In order to use a bicycle safely on public roads, which is the most common bicycle facility available, it’s important to understand the leading causes of bike crashes and learn how to avoid them or minimize the chance of them occurring.

John Ciccarelli, an experienced League Cycling Instructor (LCI) with a long resume in bicycle transportation, produced instructional material for fellow LCI’s several years ago, including the first two of the three following pie charts which address the subject of bike crashes.

The first pie chart below shows the relative importance of different causes of bicyclist crashes, based on a 1976 study by Kaplan. (Please click any figure to enlarge it.)

Kaplan's 1975 study: Leading causes of urban adult bicycle crashes

The first important conclusion to draw from the above is that falls involving only the cyclist are the most common cause of bike crashes, and can be avoided by learning good bike handling techniques, plus understanding the causes of solo crashes and taking avoiding action.

For example, don’t ride in or near the gutter, which is where you may encounter wheel-grabbing drains, uneven surfaces or joints in the road, or debris which can cause a fall, swept there by car tires.

Ride either in the right car tire track, or near the center of the lane where you are most visible and you can also control the lane.
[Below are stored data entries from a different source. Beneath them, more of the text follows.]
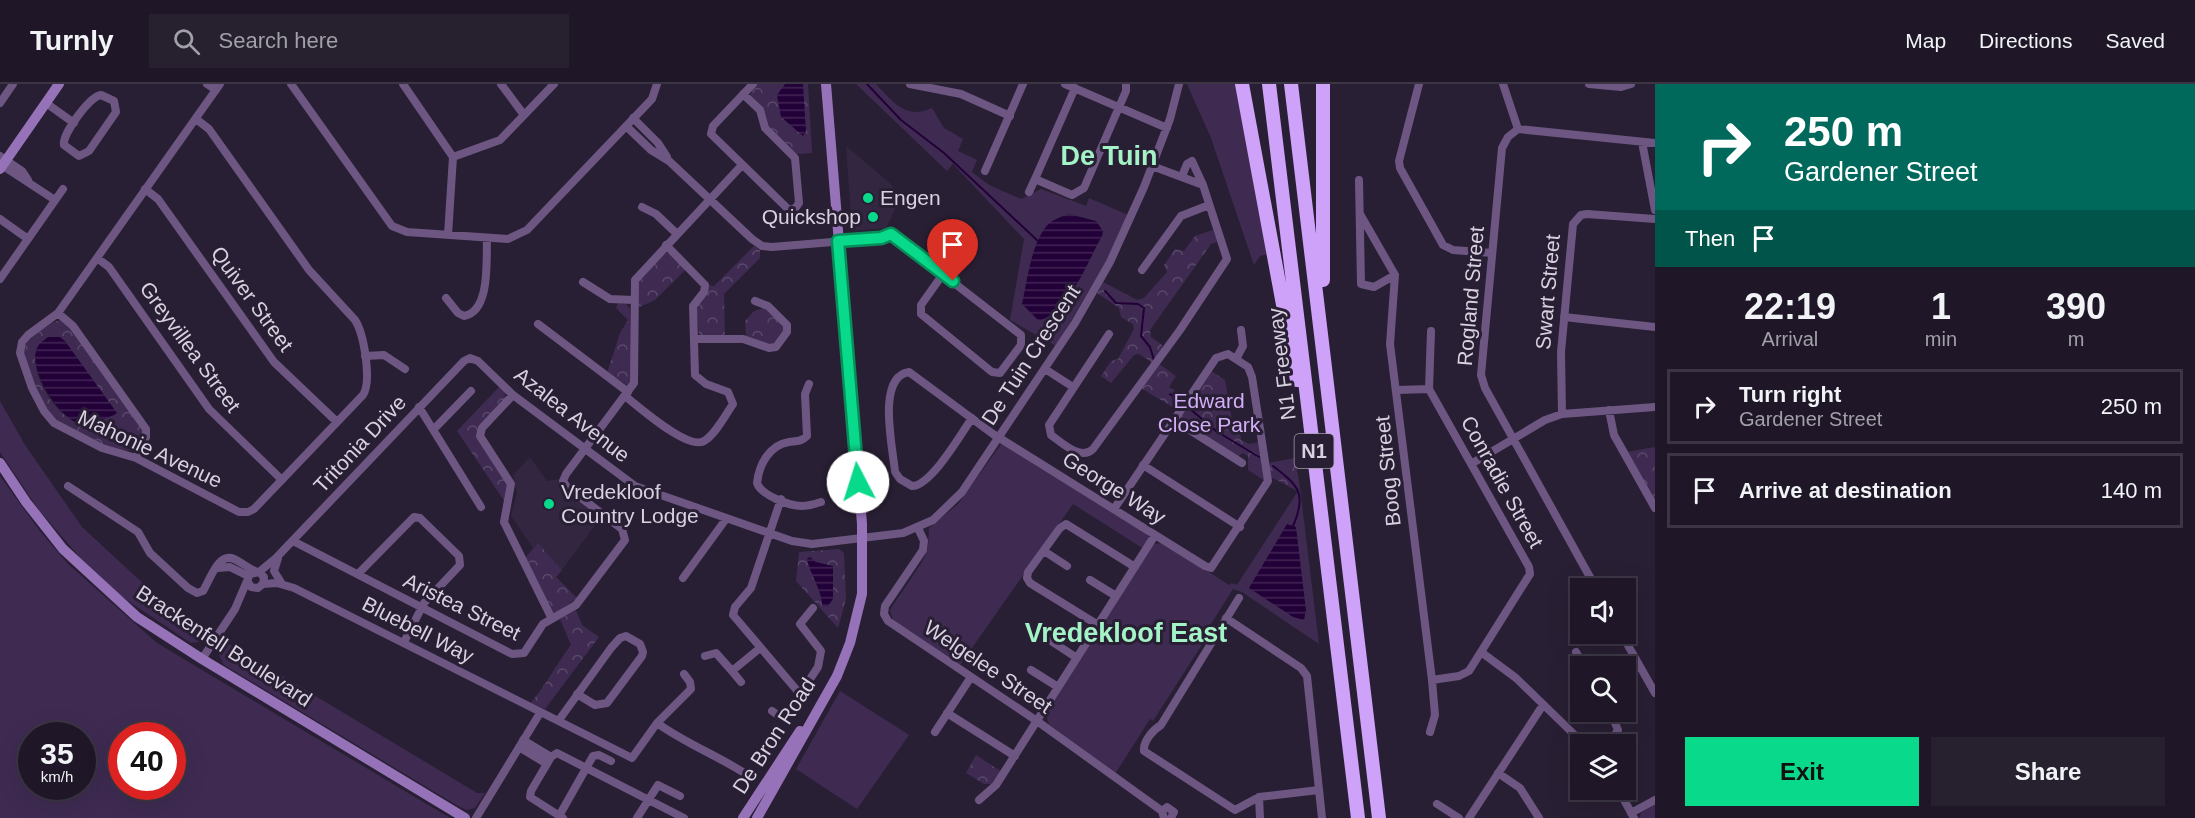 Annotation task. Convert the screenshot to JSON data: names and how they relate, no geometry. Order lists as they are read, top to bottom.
{
  "streets": {
    "highway": ["N1 Freeway", "N1"],
    "street": [
      "Swart Street",
      "Rogland Street",
      "Quiver Street",
      "Greyvillea Street",
      "De Tuin Crescent",
      "Azalea Avenue",
      "Tritonia Drive",
      "Mahonie Avenue",
      "Boog Street",
      "Conradie Street",
      "George Way",
      "Aristea Street",
      "Bluebell Way",
      "Brackenfell Boulevard",
      "Welgelee Street",
      "De Bron Road"
    ]
  },
  "crossings": [
    ["Quiver Street", "Mahonie Avenue"],
    ["Greyvillea Street", "Mahonie Avenue"],
    ["De Tuin Crescent", "Azalea Avenue"],
    ["De Tuin Crescent", "George Way"],
    ["De Tuin Crescent", "Welgelee Street"],
    ["De Tuin Crescent", "De Bron Road"],
    ["Azalea Avenue", "Tritonia Drive"],
    ["Azalea Avenue", "Aristea Street"],
    ["Azalea Avenue", "De Bron Road"],
    ["Tritonia Drive", "Aristea Street"],
    ["Tritonia Drive", "Brackenfell Boulevard"],
    ["Boog Street", "Conradie Street"]
  ],
  "districts": ["De Tuin", "Vredekloof East"],
  "parks": ["Edward Close Park"],
  "places": ["Engen", "Quickshop", "Vredekloof Country Lodge"],
  "page": {
    "header": "Turnly",
    "search": "Search here",
    "nav": ["Map", "Directions", "Saved"],
    "turn": ["250 m", "Gardener Street"],
    "then": "Then",
    "eta": [
      "22:19",
      "Arrival",
      "1",
      "min",
      "390",
      "m"
    ],
    "list": [
      {
        "name": "Turn right",
        "note": "Gardener Street",
        "value": "250 m"
      },
      {
        "name": "Arrive at destination",
        "value": "140 m"
      }
    ],
    "speed": "35 km/h",
    "limit": "40",
    "buttons": ["Exit", "Share"]
  }
} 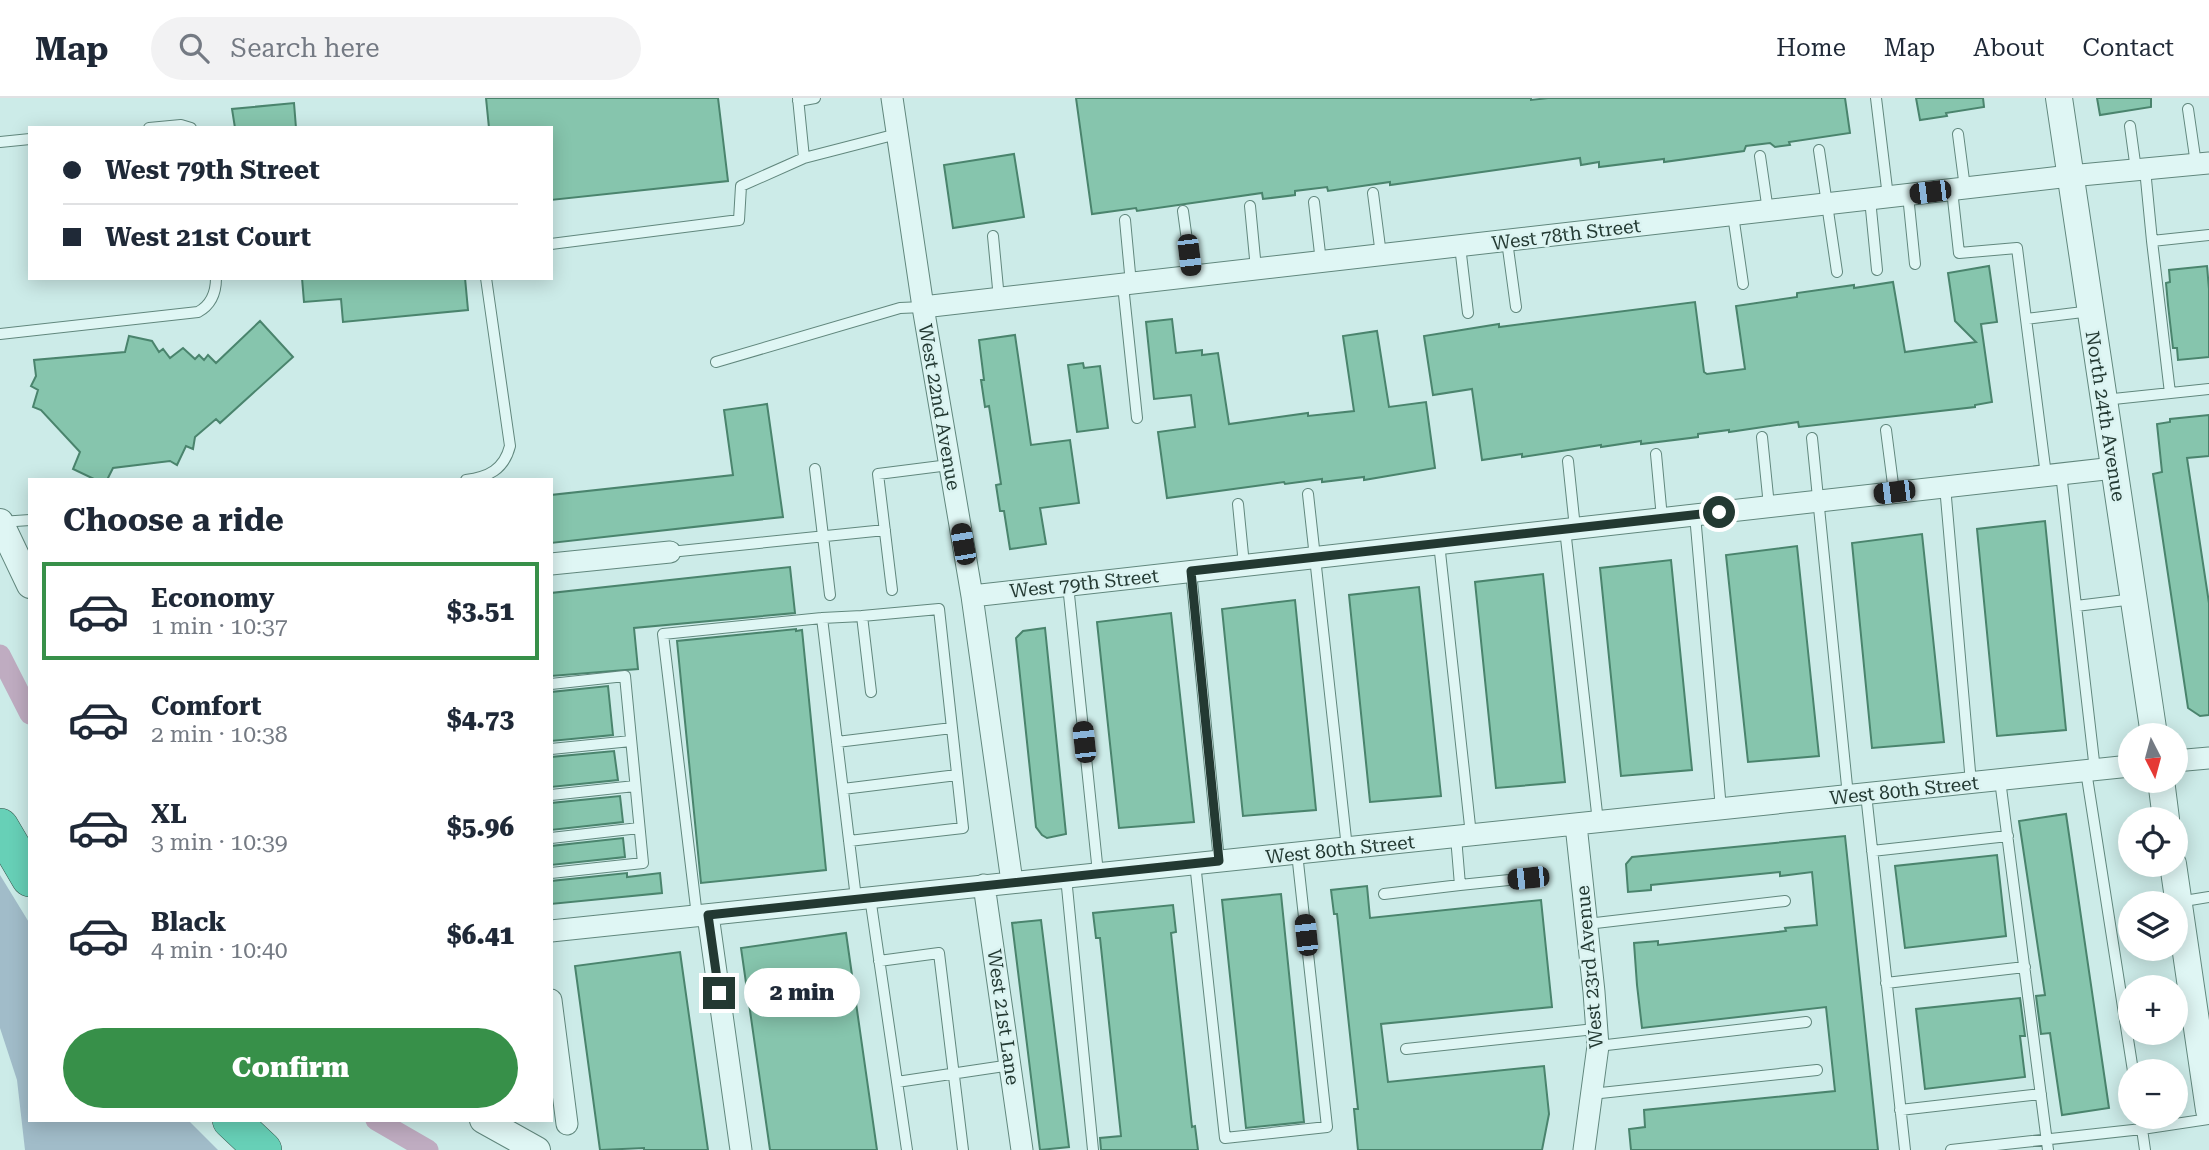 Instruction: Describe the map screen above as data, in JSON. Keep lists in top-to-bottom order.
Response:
{
  "streets": {
    "street": [
      "West 78th Street",
      "West 22nd Avenue",
      "North 24th Avenue",
      "West 79th Street",
      "West 80th Street",
      "West 23rd Avenue",
      "West 21st Lane"
    ]
  },
  "crossings": [
    ["West 78th Street", "West 22nd Avenue"],
    ["West 78th Street", "North 24th Avenue"],
    ["West 22nd Avenue", "West 79th Street"],
    ["West 22nd Avenue", "West 80th Street"],
    ["North 24th Avenue", "West 79th Street"],
    ["West 80th Street", "West 23rd Avenue"],
    ["West 80th Street", "West 21st Lane"]
  ],
  "north": "bottom",
  "page": {
    "header": "Map",
    "search": "Search here",
    "nav": [
      "Home",
      "Map",
      "About",
      "Contact"
    ],
    "banner": ["West 79th Street", "West 21st Court"],
    "heading": "Choose a ride",
    "list": [
      {
        "name": "Economy",
        "note": "1 min · 10:37",
        "value": "$3.51"
      },
      {
        "name": "Comfort",
        "note": "2 min · 10:38",
        "value": "$4.73"
      },
      {
        "name": "XL",
        "note": "3 min · 10:39",
        "value": "$5.96"
      },
      {
        "name": "Black",
        "note": "4 min · 10:40",
        "value": "$6.41"
      }
    ],
    "map_buttons": ["+", "−"],
    "bubble": "2 min",
    "buttons": "Confirm"
  }
} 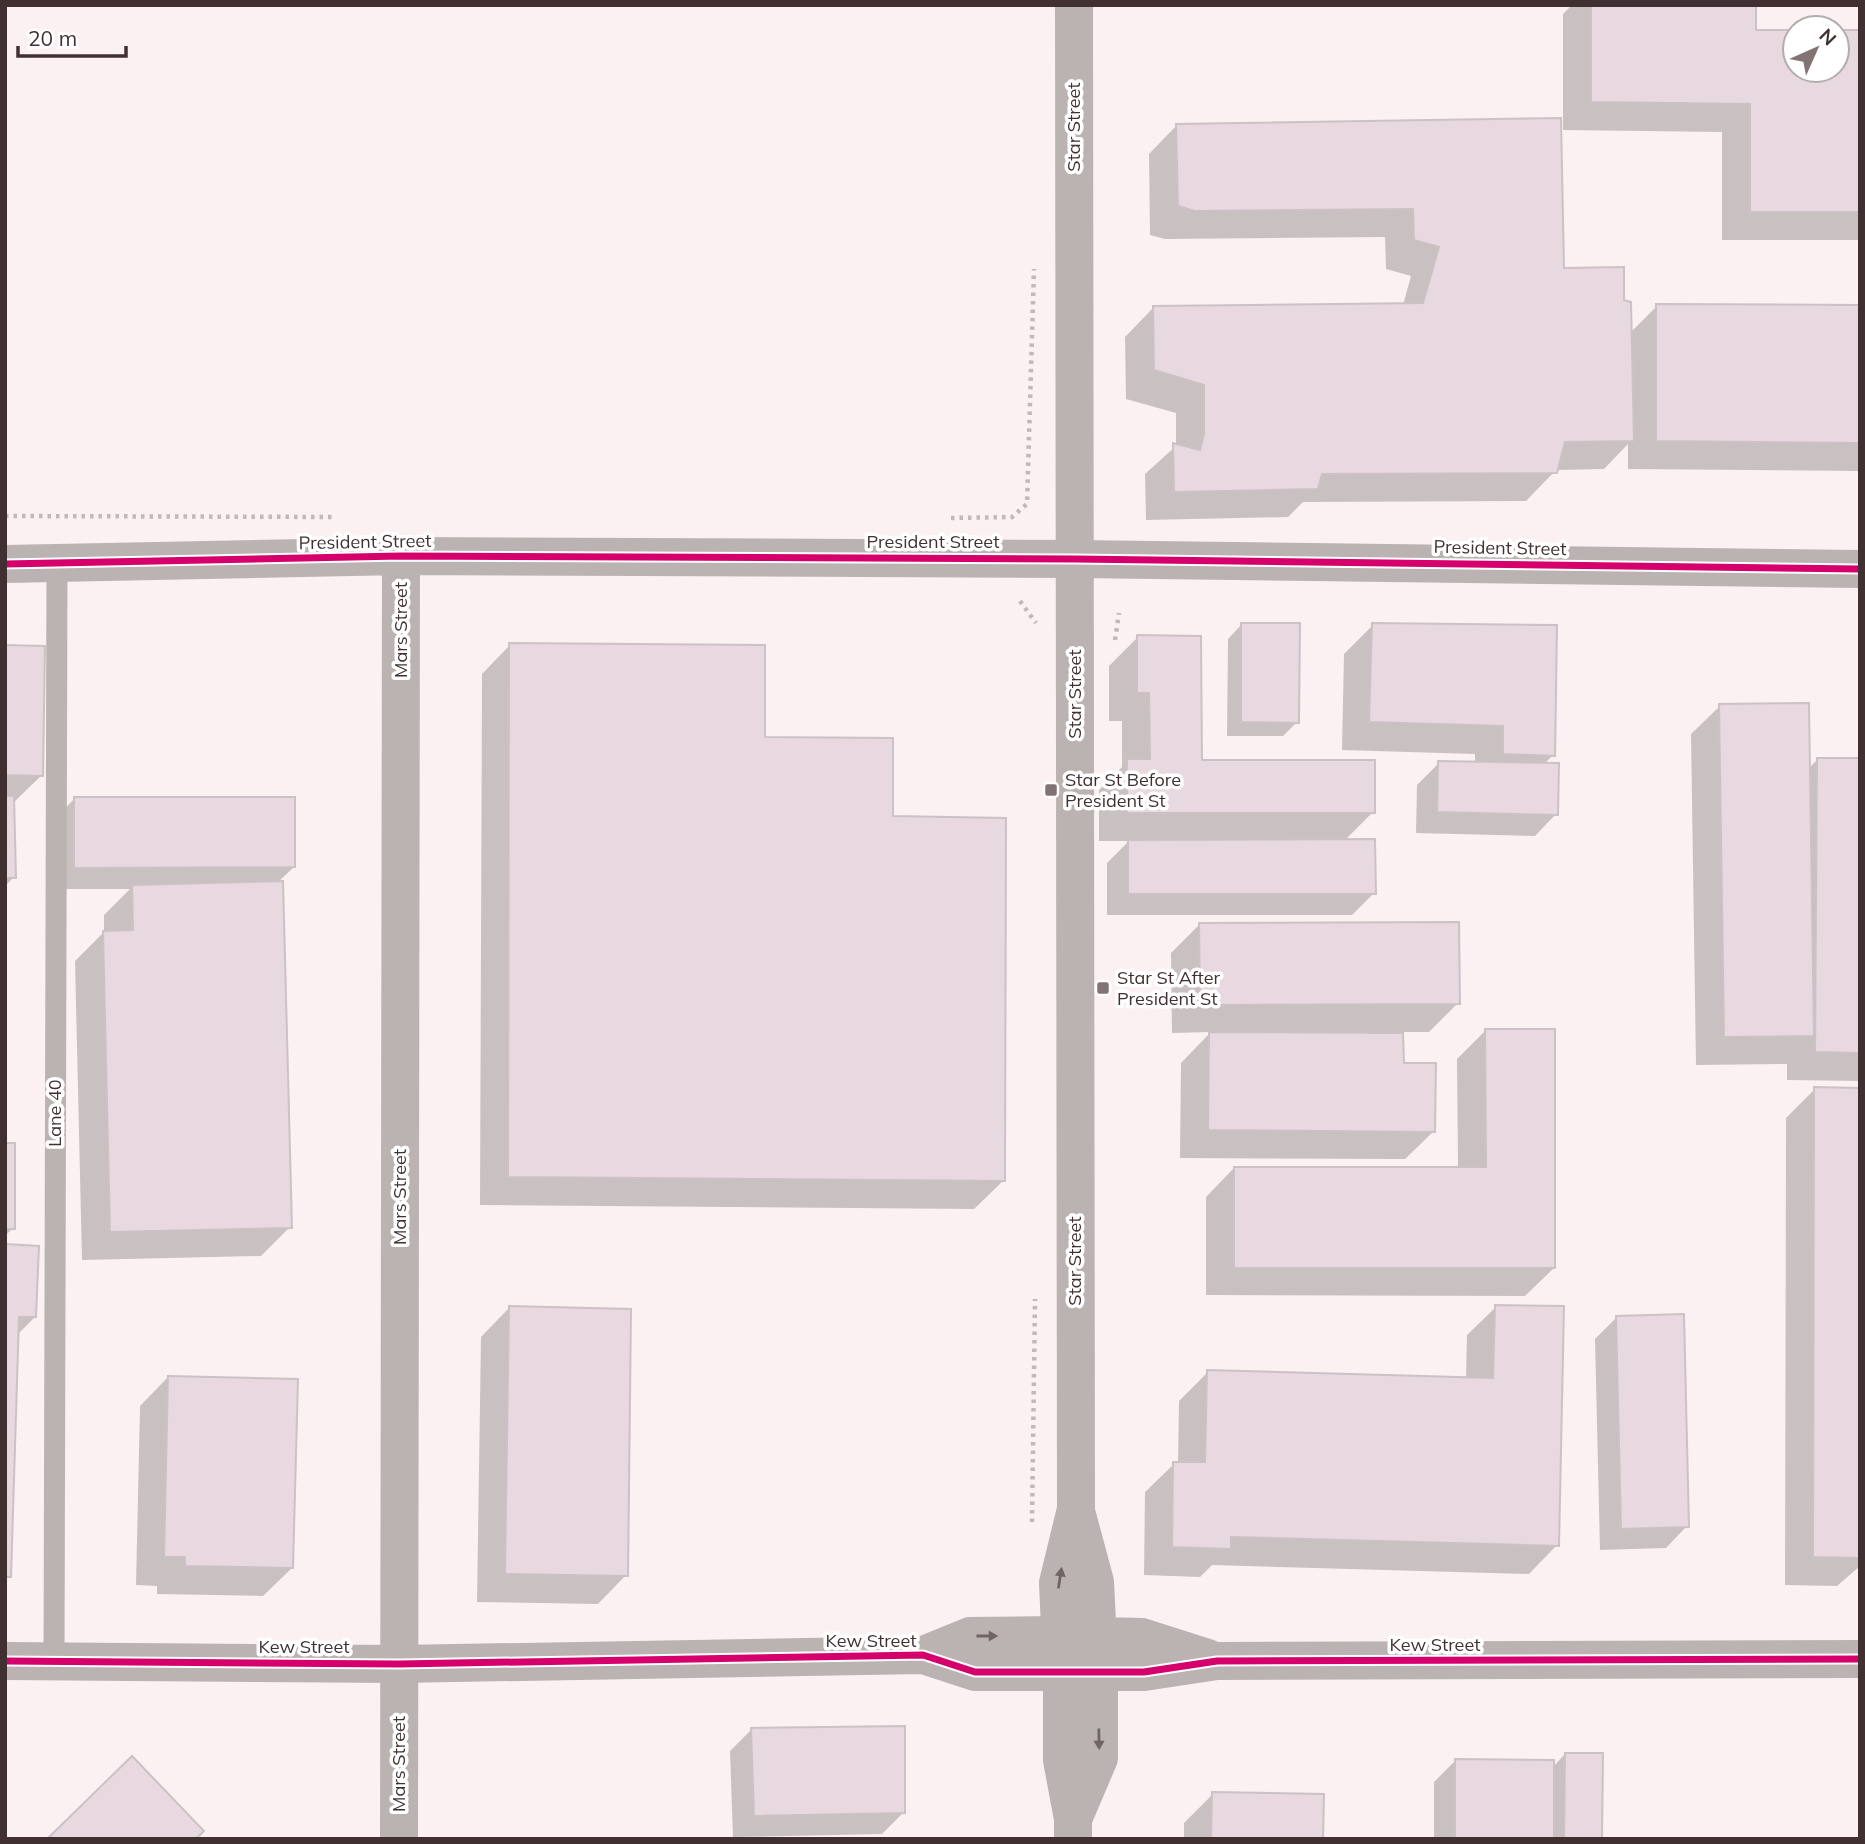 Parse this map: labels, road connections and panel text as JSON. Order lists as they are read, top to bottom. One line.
{"streets":{"street":["Star Street","President Street","Mars Street","Kew Street"],"lane":["Lane 40"]},"crossings":[["Star Street","President Street"],["Star Street","Kew Street"],["President Street","Mars Street"],["President Street","Lane 40"],["Mars Street","Kew Street"],["Lane 40","Kew Street"]],"places":{"transit":["Star St Before President St","Star St After President St"]},"scale_bar":"20 m","north":"top right"}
If you share the lane because you feel it’s wide enough to do so, stay well away from the curb or road edge.

The second pie chart focuses on car-bike crashes and how to avoid or minimize them.
Adult urban car-bike crash causes and avoidance

Note that, in this chart, the two leading causes of crashes for which the motorist is responsible are:

1) Oncoming left turn – In which an oncoming motorist turns left across the cyclist’s path;

2) Right hook – Where a following motorist passes the cyclist and then immediately turns right across the cyclist’s path.

Both are due to misjudgement (or occasionally aggressive behavior) on the part of the motorist, who underestimates the cyclist’s speed, or because the cyclist is obscured by another motor vehicle.

A prime example of the latter is when two or more oncoming motorists are waiting to turn left at an intersection and the cyclist is following behind a platoon of cars which has already cleared the junction. Once the last of the cars has cleared the intersection the lead oncoming motorist, correctly judging he has time to cross in front of the cyclist, turns left safely but the following motorist, from whom the cyclist is hidden by the first car, doesn’t see the cyclist until he already starts to turn. At that point, the motorist and cyclist may be on a collision course, as illustrated below.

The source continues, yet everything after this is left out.